12日、金曜日の晩、公開初日、日本に出張いく直前にPicturehouseで見ました。
Winston Churchillの評伝映画で、既にWinston Churchill = Gary Oldman氏はいろんなのの主演男優賞を獲っていて、それは”Three Billboards…”で助演男優賞を総ナメにしているSam Rockwell氏同様、圧倒的で問答無用すぎるので、みんな見てね。くらいしか言うことはないの。
1940年の5月、ナチスの侵攻が英国に及んでくるのは時間の問題として見えていて、時の首相 - Neville Chamberlainでは弱すぎて戦えないので交換を、となってNevilleが後任に据えたかったLord Halifaxがまだ(いやだ)、と言ったので(他にいないからしょうがない、というかんじで)Winston Churchillが首相になるところから始まる。
そこで新たにChurchillの秘書になったElizabeth Layton (Lily James) は初日からひどい扱いされて(あたしはシンデレラだったのに..)泣かされて、でもChurchillの妻Clementine (Kristin Scott Thomas)が彼のことを叱ってくれたので仕事は続けることにして、映画は近代史観点での Churchillの動きと、Laytonや国王George VI (Ben Mendelsohn)との交流を通して少しだけ見える彼の苦悩とか変態ぶりとかを追い、そこに戦争の動向 – DunkirkやCalais – をぶつけて、イタリア経由で交渉のテーブルにつくのか断固戦うべきなのか英国を焦土にするつもりか? の旧勢力のねちねちと戦い、最終的にあの有名な大演説になだれこんで、やんやの喝采を浴びてぜんぶひっくり返して、あとはご存知の通り。

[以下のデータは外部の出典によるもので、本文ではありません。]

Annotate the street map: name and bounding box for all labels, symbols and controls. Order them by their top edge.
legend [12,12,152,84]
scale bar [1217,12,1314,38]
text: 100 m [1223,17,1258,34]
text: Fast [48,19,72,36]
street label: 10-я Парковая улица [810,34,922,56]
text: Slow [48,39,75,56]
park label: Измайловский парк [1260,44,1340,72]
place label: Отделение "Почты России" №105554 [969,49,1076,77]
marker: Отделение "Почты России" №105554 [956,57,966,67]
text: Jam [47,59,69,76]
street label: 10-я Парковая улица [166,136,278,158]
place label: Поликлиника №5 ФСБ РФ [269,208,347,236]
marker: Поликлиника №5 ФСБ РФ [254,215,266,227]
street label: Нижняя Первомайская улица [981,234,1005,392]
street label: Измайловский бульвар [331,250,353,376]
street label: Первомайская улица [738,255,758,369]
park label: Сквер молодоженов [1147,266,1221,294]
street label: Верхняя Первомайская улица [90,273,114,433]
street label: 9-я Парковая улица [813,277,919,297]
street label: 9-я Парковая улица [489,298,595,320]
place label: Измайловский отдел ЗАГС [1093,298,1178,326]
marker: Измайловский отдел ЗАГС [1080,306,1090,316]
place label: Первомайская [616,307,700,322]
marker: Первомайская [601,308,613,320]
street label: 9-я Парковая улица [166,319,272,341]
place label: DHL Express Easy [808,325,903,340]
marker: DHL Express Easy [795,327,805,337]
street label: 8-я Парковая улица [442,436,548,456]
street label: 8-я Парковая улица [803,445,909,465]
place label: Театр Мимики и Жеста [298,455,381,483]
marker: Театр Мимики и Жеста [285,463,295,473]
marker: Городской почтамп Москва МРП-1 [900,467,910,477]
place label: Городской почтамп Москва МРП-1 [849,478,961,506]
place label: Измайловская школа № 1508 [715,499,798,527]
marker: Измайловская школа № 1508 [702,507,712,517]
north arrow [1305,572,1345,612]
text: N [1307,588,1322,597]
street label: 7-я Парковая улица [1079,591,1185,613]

英国近代史とか知らないしどれが事実なのかどうなのか調べてなくても調べる気にならなくても、それでも十分におもしろく見ることができたのは、伝説もいっぱいあるだろうし本当にあんなふうだったのかわからないけどとにかくよい意味ででっぷり変てこで目を離すことができないChurchill = Gary Oldmanの表情とか挙動がおもしろいから、としか言いようがない。
King George VI("The King's Speech” (2010)のKingね)から市民の声を聞くように、て言われたので車から降りて地下鉄に乗りこんで(District LineのSt.James’s Park駅からWestminster駅までの一駅ぶん)、そこに乗り合わせていた人たちひとりひとりの声 - ファシズムなんて糞くらえ! - を聞いて、そのままオフィスに走りこんでLaytonをひっつかんで一気に原稿を仕上げて、そのまま演説になだれこんで思いっきりぶちあげるとこ、この流れがスリリングで手に汗にぎる。 これが”Darkest Hour”に風穴を開けて潮目を変えたのだ、と。
それが糞みたいな自分本位の妄言しか言わない幼稚な政治家がでっかい顔して、そこに乗っかる御用提灯メディア肥溜めの腐臭ぷんぷんにうんざりしすぎて疲れきった − “Darkest Hour”てのはまさに今の、こっちのほうだわ − 我々の状況を極めて巧みにくすぐっていることは十分承知の上で、いいなー、でよいのだと思う。 わたしはなんであれ戦争絶対反対なのであの言説のなかみは微妙だと思うし、これが変なふうにいまの国威を持ちあげてしまいませんようにと願う者だが(とくに、ここで言われている脅威と最近の日本で言われる「脅威」を並べるんじゃねえぞ愚かな「論客」とやら)、起こってしまったことは.. というずるい逃げ方をしつつ、この映画はそんなに悪くないかも、と言おう。
Churchillが指揮をとったWar Roomって昨年の春になんかの集まりがあって行ったのだが、改めてちゃんと見に行かなきゃ、と思った。
あと、Churchillのとこの猫1匹、KingのとこのKorgie1匹 - すげえかわいい - が出てくる。Churchillをこいつら獣と並列に置いて、吠えたり身震いしたりおろおろしたりするのを眺める、ていうのもありかも。
金曜の晩、22時開始の会で満員ではなかったけど、それでも終わったときには拍手と歓声があふれた。 きっと翌土曜日はわーわー盛りあがったことじゃろう。